The .txt files represent a segment of an existing parallel corpus, Parallel Biblical Verses for Uralic Studies (PaBiVUS), which is described in Metashare with a CC-BY-NC license. The segment or mini parallel corpus here is the Christmas Gospel (Luke 2:1–20), which is well known in Finland.
The .wav files have been produced as a text-to-speech exercise with a Python script by Aleksei Ivanov, Niko Partanen and Jack Rueter, utilizing the model for MMS built at Facebook (see above).

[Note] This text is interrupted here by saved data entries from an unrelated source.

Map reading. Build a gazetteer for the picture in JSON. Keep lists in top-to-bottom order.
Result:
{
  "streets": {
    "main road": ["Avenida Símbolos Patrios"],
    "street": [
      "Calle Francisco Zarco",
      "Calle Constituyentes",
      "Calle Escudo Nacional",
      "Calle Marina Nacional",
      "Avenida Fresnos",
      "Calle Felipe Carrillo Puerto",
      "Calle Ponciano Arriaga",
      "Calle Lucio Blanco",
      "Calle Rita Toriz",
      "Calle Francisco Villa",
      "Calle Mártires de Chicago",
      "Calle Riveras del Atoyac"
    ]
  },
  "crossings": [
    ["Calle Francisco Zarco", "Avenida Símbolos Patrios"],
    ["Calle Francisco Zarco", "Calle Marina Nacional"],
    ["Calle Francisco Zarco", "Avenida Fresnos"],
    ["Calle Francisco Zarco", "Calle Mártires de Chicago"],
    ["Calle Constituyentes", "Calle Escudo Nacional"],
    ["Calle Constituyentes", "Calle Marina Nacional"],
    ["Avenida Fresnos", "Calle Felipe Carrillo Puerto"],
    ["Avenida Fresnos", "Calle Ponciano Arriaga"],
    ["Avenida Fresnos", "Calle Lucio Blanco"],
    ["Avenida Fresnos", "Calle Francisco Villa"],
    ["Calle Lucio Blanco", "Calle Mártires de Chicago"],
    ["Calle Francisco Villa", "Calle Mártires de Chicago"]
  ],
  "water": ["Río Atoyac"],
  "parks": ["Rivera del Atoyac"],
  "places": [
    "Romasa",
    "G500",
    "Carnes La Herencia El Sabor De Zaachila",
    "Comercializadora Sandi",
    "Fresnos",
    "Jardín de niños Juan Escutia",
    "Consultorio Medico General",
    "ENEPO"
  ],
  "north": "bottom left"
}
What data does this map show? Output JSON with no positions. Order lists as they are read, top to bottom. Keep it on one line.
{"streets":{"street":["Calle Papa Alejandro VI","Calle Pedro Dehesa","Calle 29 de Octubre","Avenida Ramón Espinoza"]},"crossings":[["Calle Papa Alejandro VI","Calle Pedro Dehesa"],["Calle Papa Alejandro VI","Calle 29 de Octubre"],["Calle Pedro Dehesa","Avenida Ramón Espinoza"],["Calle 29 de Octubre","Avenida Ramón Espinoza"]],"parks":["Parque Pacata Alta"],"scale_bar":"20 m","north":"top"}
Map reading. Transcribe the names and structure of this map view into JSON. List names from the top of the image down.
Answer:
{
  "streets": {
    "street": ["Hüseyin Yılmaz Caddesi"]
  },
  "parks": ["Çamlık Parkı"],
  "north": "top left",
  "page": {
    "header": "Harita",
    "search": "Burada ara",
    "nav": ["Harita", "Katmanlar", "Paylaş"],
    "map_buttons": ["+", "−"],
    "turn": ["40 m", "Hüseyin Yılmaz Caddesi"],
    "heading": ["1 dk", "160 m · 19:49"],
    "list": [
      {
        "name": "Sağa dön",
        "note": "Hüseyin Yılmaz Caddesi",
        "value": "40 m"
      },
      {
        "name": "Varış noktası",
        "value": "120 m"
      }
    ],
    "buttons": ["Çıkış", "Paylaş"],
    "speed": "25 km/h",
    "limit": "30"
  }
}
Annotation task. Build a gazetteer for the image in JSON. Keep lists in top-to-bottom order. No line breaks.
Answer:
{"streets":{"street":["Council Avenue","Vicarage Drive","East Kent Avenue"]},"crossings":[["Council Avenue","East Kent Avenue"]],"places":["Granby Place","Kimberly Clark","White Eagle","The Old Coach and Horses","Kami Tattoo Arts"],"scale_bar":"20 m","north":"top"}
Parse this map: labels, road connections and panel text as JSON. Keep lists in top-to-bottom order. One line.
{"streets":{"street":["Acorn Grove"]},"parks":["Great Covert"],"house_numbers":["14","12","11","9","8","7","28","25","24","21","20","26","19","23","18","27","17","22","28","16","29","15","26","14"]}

The .vrt files contain morpho-syntactically annotated versions of the Christmas Gospel texts, which have been subsequently inspected and manually corrected. The annotation used analysers built with Helsinki Finite-State Technologies (HFST) under continual development at Saami Language Technology (GiellaLT), based at the Norwegian Arctic University, in Tromsø: (Erzya; Komi-Zyrian; Karelian; Olonets-Karelian); Constraint Grammar (CG) methods as documented at the University of Southern Denmark, and a Universal Dependencies tool, Annotatrix.
The demo provides two facets of searchability on the Korp server. First, there is parallel corpus searchability, as found in the PaBiVUS corpus, i.e., there are links between .vrt coded verses of the Christmas Gospel with automatically annotated and subsequently manually corrected dependencies. Second, the text content of each verse is linked with the sound file (.wav), which allows for a sentence-to-utterance alignment as found, for example, in the Finnish Parliament materials, where timestamps would be the equivalents of our verse identifiers.